▶ [Exercise]:
Answer with nothing except the number of lines in the listing that include the word "check".

━━━━━━━━━━

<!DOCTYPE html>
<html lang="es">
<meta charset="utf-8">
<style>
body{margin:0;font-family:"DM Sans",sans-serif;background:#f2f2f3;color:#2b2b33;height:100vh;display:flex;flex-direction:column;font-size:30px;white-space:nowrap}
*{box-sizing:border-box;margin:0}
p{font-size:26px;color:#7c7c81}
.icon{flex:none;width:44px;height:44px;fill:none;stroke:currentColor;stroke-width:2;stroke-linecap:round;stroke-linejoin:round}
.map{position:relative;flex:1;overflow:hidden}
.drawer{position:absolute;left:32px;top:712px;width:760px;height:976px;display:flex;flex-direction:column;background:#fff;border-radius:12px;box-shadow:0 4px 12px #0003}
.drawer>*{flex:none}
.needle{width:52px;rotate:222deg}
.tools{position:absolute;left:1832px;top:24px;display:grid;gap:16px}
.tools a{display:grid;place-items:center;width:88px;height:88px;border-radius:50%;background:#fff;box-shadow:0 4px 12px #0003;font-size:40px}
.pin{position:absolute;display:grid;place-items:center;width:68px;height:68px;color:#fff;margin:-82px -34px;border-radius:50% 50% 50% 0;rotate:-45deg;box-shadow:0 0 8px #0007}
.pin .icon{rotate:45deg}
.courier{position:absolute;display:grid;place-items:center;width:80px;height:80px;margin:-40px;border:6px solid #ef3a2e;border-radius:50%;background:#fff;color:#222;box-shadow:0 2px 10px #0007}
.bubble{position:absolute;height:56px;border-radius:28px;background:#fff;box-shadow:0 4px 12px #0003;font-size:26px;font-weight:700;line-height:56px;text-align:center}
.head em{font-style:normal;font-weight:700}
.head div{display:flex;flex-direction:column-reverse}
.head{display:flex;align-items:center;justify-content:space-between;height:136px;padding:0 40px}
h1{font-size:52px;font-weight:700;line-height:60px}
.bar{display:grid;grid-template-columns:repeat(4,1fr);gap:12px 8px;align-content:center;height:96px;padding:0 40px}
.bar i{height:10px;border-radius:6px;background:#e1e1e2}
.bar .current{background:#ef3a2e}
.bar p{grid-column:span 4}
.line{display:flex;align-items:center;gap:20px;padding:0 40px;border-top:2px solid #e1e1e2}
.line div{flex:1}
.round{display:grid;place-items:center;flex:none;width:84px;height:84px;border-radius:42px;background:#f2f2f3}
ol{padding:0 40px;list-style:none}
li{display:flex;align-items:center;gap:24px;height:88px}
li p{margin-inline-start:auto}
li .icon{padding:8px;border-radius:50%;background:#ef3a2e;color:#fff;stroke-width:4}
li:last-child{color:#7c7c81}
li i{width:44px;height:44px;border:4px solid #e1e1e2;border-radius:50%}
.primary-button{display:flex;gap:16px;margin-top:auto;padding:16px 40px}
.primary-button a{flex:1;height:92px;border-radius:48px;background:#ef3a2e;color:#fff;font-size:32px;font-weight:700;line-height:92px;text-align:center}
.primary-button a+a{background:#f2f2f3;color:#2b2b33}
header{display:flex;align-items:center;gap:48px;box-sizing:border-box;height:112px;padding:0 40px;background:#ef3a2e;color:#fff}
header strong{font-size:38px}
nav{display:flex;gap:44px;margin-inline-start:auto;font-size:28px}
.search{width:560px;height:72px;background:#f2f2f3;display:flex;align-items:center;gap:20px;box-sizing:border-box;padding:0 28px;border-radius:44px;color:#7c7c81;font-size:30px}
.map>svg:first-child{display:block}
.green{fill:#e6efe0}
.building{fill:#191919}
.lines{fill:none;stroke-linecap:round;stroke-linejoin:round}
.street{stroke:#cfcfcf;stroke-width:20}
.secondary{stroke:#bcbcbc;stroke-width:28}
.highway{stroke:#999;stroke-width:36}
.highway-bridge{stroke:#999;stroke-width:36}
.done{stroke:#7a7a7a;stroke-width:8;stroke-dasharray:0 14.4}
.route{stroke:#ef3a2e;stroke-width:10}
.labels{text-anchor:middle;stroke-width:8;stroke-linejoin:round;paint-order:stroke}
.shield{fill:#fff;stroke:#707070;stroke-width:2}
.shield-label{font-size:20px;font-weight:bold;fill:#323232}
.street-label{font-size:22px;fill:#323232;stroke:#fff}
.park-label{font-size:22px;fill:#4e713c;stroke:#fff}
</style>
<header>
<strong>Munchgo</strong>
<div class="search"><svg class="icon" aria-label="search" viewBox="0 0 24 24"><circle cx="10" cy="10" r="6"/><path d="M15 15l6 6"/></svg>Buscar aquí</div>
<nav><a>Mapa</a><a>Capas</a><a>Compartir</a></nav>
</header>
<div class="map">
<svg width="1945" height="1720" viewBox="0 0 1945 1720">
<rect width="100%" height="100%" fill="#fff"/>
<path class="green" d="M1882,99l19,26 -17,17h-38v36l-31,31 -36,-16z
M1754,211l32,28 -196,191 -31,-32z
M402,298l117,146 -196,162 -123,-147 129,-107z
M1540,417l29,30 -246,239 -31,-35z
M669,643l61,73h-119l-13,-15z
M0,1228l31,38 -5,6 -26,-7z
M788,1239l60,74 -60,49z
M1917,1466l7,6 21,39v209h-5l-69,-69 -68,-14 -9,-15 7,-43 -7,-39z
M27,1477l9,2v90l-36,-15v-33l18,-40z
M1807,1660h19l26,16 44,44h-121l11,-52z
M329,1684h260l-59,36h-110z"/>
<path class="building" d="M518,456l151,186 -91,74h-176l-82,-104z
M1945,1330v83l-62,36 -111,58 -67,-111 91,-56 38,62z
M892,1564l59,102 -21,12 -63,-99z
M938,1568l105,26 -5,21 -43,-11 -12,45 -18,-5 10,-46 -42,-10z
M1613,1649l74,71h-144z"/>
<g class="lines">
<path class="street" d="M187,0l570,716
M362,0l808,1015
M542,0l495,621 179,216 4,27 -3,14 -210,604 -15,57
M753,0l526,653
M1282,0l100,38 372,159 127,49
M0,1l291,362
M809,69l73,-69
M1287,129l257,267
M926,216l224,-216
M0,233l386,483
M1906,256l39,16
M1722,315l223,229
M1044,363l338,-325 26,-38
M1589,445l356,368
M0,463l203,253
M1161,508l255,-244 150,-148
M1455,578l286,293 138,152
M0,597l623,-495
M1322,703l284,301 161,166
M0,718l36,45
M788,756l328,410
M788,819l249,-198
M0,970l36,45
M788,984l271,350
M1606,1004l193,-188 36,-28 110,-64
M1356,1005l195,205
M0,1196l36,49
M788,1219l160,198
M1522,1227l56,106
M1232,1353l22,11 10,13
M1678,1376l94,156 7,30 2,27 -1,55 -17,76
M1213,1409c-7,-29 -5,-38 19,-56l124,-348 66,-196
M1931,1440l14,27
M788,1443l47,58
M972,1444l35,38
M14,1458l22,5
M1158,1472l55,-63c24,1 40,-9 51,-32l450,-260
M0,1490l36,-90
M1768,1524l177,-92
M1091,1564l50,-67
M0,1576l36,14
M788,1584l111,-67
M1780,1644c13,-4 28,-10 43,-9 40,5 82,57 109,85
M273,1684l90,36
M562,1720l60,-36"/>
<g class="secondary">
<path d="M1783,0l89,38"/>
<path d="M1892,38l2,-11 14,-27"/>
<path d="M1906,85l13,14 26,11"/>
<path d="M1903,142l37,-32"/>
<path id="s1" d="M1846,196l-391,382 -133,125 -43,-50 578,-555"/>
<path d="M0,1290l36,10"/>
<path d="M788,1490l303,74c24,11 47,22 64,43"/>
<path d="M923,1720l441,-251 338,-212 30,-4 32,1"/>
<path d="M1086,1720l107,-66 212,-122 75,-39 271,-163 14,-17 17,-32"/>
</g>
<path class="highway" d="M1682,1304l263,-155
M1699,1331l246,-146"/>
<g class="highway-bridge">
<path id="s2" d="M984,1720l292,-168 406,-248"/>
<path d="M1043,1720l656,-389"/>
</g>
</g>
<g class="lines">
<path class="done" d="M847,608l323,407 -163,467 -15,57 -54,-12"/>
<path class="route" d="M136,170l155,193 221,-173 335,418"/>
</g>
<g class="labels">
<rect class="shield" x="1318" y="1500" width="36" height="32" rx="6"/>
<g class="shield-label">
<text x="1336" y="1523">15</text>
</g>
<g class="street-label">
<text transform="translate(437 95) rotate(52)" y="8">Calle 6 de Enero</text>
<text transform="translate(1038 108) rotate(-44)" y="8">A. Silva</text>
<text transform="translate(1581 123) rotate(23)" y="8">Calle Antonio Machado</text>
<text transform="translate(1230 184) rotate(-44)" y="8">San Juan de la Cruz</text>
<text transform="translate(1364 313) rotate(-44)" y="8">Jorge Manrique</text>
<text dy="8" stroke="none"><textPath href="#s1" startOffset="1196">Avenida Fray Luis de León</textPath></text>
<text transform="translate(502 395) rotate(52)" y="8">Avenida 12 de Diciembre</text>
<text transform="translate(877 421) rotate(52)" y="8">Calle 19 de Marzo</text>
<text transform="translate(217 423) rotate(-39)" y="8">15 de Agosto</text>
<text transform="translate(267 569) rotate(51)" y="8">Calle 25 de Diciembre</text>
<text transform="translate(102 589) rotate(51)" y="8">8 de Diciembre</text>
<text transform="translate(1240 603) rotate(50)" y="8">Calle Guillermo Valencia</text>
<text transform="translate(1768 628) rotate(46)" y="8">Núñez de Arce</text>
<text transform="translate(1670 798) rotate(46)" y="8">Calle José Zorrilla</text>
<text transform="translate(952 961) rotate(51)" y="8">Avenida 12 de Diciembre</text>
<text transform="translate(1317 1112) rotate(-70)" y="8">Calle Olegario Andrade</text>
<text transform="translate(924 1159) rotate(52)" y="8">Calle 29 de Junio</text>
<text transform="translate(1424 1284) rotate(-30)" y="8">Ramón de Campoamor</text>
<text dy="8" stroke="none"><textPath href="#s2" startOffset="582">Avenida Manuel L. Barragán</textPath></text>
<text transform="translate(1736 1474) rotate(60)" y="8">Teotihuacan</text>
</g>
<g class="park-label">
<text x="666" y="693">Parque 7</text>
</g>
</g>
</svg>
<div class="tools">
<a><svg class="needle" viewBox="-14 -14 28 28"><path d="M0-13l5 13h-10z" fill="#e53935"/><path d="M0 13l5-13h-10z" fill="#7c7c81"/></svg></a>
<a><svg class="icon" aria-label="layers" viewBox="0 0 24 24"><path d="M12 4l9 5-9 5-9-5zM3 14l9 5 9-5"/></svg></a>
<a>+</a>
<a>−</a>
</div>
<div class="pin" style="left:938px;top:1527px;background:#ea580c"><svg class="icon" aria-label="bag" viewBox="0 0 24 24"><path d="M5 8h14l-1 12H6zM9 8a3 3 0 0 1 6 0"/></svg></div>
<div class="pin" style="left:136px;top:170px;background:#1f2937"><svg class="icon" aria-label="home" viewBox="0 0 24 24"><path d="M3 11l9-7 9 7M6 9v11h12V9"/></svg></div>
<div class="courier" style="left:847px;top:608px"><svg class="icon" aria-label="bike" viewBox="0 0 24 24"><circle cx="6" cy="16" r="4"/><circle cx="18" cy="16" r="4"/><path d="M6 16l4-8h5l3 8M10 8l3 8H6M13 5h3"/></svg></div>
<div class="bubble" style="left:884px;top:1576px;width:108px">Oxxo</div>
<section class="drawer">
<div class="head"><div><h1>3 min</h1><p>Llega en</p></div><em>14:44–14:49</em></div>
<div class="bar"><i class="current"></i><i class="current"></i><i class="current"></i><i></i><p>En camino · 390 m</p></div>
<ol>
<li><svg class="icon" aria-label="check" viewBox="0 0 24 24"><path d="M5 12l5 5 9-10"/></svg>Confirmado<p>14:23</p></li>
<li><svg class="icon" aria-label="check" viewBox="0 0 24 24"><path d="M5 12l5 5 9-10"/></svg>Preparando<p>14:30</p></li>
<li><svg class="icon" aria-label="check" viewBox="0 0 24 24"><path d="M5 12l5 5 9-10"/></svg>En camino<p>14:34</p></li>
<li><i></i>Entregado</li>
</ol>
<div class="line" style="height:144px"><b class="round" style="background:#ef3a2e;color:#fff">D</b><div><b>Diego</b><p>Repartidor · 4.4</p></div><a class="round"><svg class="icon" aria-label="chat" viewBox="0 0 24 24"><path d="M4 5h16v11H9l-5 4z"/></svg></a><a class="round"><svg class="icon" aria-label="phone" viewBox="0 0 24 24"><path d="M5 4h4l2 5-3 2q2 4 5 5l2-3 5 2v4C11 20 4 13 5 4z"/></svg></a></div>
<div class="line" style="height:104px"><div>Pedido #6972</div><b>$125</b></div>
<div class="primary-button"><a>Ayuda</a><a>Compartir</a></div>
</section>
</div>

━━━━━━━━━━

▶ [Reply]:
3